Eat That Question: Frank Zappa in His Own Words
Directed by Thorsten Schütte (2016) ***1/2
“To many people, Zappa has often seemed to be a force of cultural darkness. Bearded and gross and filthy, entirely obscene, a Mephistophelian figure serving as a lone brutal reminder of music’s potential for invoking chaos and instruction.” –Time Magazine, 1969
Frank Zappa was always a divisive figure, starting with the beginning of his role as rock artist in the mid-’60s, during which he satirically savaged the hippy movement with as much fervor as he savaged the establishment. As a late ’50s and early ’60s follower of such modernist classical composers and experimenters as Edgar Varese, Igor Stravinsky and 12-tone serialist Anton Webern, he stood aloft and adrift from the counter-culture movement while at the same time riding its wave to success and looking, to such stuffy, middle-aged commentators as above, like the ultimate expression of scary hippiedom. (They were correct, however, about Zappa being a reminder of music’s potential for instruction.)
Director Thorsten Schütte’s compelling Eat That Question: Frank Zappa in His Own Words, uses no narration and no context for its story. He merely allows Zappa, in a succession of interviews covering three decades, to speak for himself. Though some concert and TV appearance footage is used (and is instructive), most of the film is Zappa explaining his work and railing against idiocy and cultural ruin. Here’s a typical sequence:
Zappa: People are just not accustomed to excellence. They’re not trained to it, because, when you go to school, you’re not given the criteria with which to judge between quality this or quality that. All they do is teach you just enough to become some kind of a slug in a factory to do your job so you can take home a paycheck and consume some other stuff that somebody else makes. There’s no emphasis in schools in the United States put on preparing people to live a life that has beautiful things in it, things that might bring them aesthetic enrichment.

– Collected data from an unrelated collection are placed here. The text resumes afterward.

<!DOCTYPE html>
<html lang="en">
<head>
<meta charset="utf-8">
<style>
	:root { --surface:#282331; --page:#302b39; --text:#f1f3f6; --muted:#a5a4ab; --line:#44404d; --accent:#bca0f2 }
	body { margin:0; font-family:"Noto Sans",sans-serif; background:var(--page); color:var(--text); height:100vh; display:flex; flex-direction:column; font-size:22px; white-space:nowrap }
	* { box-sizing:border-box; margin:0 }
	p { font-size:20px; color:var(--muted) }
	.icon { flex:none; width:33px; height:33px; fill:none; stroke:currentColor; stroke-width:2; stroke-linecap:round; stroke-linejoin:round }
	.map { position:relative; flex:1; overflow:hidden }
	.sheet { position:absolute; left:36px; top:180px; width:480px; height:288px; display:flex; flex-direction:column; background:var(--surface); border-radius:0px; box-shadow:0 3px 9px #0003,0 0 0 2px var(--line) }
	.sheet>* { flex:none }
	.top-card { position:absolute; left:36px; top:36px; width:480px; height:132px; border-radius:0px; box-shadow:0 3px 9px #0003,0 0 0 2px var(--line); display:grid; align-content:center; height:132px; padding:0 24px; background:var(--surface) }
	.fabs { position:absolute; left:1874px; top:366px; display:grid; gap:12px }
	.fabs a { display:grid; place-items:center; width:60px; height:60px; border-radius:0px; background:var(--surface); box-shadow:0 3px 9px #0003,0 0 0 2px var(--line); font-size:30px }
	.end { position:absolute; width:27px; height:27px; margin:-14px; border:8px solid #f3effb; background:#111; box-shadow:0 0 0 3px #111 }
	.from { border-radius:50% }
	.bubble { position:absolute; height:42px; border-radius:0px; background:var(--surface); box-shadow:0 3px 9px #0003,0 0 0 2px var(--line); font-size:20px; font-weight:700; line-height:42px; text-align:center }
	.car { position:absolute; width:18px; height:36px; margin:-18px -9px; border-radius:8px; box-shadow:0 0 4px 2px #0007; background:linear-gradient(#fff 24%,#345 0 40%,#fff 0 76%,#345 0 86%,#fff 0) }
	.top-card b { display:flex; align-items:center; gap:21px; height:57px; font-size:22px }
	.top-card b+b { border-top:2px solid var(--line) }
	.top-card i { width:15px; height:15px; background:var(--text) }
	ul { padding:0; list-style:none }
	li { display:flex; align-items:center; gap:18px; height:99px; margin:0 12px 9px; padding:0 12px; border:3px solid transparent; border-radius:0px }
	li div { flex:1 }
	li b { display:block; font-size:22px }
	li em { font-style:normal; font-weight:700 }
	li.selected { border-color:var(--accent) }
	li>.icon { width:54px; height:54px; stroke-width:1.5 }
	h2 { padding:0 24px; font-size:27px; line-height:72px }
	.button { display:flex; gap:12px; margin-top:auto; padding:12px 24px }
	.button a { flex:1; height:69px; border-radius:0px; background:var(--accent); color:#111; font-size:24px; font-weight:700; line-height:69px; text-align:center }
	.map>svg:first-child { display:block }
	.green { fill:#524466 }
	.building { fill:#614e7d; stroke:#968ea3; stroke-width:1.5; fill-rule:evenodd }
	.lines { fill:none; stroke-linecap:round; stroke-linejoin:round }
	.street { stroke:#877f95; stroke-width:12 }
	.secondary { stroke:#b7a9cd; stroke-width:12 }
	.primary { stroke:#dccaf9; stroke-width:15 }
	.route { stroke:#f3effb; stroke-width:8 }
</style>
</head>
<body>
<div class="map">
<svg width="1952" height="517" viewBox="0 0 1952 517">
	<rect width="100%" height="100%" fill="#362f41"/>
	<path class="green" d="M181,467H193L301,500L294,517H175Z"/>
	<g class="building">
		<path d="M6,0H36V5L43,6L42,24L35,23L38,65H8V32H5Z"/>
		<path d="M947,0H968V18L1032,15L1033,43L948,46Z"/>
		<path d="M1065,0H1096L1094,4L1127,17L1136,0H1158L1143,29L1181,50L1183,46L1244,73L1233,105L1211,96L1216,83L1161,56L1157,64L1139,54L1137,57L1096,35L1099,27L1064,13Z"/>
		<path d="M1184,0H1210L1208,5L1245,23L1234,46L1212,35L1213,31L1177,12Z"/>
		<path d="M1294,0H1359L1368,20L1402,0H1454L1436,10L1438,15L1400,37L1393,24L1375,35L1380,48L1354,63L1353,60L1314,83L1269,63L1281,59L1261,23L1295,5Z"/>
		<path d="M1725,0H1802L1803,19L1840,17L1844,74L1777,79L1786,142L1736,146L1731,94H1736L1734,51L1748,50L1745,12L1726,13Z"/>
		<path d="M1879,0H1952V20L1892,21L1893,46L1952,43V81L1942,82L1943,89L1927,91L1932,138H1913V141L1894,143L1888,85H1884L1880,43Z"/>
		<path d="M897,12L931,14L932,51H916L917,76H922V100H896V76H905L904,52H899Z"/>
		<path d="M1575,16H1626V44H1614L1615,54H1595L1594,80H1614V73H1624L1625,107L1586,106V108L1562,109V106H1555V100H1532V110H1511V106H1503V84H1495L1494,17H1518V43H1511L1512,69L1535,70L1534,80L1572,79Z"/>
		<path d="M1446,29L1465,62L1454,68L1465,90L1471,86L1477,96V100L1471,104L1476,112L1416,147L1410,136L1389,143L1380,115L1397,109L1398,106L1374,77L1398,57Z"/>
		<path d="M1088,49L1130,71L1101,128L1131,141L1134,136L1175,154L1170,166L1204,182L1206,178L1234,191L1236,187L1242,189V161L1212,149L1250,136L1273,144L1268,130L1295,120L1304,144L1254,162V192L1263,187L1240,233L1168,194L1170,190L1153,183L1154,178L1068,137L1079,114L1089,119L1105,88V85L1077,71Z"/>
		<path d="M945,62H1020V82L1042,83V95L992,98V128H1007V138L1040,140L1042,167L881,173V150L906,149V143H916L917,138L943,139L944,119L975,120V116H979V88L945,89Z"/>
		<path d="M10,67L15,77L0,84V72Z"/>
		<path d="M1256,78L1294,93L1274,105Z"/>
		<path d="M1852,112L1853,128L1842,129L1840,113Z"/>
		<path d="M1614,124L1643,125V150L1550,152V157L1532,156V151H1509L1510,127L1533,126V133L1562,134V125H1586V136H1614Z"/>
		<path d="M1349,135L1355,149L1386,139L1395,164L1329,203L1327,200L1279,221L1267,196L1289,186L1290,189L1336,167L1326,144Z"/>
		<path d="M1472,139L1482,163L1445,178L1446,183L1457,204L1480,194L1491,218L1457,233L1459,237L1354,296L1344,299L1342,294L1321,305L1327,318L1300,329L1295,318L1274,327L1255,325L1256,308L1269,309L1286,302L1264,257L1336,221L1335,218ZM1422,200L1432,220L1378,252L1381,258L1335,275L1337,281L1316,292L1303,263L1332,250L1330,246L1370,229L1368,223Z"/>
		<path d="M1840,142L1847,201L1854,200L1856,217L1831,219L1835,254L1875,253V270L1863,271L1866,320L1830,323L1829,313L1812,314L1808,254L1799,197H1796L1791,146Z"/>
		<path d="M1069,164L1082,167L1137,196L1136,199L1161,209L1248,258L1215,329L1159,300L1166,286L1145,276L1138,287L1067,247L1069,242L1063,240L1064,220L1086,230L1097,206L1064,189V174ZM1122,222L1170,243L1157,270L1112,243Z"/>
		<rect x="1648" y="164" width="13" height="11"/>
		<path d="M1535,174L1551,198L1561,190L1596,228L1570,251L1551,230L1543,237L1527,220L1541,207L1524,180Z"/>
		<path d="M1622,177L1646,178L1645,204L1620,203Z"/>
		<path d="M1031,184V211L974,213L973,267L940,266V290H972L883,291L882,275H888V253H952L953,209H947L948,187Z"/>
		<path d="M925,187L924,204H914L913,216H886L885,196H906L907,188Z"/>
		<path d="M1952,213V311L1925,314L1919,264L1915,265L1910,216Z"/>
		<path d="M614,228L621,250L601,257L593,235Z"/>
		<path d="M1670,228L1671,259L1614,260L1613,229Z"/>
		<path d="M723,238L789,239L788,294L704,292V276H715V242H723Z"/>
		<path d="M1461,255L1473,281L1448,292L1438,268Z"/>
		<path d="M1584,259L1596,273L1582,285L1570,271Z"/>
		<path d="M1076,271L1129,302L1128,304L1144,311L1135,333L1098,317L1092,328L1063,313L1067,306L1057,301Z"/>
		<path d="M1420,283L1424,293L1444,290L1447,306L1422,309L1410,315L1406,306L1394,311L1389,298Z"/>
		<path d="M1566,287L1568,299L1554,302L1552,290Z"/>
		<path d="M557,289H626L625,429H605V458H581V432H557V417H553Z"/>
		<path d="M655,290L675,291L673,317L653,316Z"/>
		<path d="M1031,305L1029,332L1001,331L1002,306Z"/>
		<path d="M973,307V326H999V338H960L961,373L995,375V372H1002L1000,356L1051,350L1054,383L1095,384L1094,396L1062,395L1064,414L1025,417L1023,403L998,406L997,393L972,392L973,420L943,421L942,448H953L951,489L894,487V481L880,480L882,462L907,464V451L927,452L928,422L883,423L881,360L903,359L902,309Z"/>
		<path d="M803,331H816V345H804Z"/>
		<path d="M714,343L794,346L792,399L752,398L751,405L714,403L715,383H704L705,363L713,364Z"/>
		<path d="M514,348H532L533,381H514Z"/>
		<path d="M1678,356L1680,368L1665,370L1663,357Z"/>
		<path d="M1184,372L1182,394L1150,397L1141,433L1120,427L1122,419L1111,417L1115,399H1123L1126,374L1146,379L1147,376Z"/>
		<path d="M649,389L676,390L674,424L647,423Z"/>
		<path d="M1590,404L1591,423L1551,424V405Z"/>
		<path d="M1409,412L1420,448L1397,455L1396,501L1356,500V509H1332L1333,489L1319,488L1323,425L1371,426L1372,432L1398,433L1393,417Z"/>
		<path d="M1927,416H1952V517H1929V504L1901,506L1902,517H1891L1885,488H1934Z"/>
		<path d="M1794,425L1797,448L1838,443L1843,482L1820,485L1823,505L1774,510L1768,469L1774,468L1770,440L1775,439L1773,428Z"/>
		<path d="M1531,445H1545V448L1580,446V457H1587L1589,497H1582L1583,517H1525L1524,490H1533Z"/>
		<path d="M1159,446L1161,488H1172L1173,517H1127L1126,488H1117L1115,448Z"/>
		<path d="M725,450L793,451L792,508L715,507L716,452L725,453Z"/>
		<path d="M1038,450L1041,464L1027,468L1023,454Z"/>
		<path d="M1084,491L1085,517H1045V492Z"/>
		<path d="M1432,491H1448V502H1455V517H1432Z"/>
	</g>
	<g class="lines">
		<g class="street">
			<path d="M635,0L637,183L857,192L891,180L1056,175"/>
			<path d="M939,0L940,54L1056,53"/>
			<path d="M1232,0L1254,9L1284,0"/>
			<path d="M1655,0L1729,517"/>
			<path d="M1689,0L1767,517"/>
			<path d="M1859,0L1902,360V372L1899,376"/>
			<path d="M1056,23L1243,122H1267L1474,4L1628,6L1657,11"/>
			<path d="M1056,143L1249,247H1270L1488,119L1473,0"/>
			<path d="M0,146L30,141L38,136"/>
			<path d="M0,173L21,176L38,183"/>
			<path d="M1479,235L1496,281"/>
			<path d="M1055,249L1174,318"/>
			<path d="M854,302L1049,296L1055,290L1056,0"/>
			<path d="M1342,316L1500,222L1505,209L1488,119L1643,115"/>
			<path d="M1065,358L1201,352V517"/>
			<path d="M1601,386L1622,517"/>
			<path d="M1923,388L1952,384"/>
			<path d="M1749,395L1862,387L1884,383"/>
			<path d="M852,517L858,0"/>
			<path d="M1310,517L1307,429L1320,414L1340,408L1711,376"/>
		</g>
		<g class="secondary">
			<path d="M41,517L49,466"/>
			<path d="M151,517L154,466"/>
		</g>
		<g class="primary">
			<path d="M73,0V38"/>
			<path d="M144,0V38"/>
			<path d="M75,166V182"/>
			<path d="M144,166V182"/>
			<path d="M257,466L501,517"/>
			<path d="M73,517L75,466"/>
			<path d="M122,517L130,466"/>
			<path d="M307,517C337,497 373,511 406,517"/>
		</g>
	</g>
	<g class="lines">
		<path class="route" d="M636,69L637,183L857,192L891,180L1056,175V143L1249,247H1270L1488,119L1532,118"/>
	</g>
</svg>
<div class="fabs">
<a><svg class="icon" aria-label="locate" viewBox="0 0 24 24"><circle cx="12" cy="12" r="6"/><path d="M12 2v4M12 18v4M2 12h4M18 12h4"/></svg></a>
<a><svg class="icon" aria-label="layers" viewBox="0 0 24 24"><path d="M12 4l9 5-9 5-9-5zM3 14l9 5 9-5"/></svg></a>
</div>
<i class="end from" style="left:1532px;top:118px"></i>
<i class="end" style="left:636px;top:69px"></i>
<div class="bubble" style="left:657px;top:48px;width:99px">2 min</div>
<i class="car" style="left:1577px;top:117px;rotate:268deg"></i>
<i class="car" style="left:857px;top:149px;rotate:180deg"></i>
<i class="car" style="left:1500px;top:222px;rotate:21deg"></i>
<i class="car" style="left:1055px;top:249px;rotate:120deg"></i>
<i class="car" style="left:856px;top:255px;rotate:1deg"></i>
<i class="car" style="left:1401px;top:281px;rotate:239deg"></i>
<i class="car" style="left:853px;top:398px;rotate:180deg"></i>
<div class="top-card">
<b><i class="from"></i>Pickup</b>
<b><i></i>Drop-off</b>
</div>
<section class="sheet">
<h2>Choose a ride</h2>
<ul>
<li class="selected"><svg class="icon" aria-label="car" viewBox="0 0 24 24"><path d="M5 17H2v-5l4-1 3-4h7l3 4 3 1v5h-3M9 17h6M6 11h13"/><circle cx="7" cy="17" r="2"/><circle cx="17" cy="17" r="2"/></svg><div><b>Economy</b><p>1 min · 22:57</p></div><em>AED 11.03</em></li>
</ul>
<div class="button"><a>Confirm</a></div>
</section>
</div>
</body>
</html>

Interviewer: How did you manage to escape all that negative brainwashing?
Zappa: I got out of school as fast as I could.
Eat That Question doesn’t tell the whole story (nor could it, in such a short running time). For all of Zappa’s talents and railing against ignorance and hypocrisy, his lyrics and views were often raunchy, hateful, patronizing and derisive toward those he had contempt for, including intelligent women. In the concert footage the documentary does utilize, Eat That Question demonstrates how his music degenerated over time (that’s my admittedly subjective opinion, based on the conviction that his music never sounded as full and lively again after he fired the original Mothers of Invention members in 1969). His concerts, as well, seemed to get increasingly preachy and polemical. It’s truly embarrassing, for example, seeing him in concert spitefully satirizing Devo. Devo was a group that had more in common with Zappa’s worldview than most, and were also musically influenced by Zappa and musical cohort Captain Beefheart. A telling lyric from the very Devo-sounding 1966 song “You’re Probably Wondering Why I’m Here”: “Plastic boots and plastic hat / And you think you know where it’s at?”
Zappa’s pioneering musical adventuring is on display here, too. In amazing concert footage circa the late ’60s, Zappa mixes experimental classical modernism, rock, doo-wop and R&B. If that sounds interesting to you, buy or rent this documentary (and purchase his first two albums while you’re at it, Freak Out! and Absolutely Free, both masterpieces).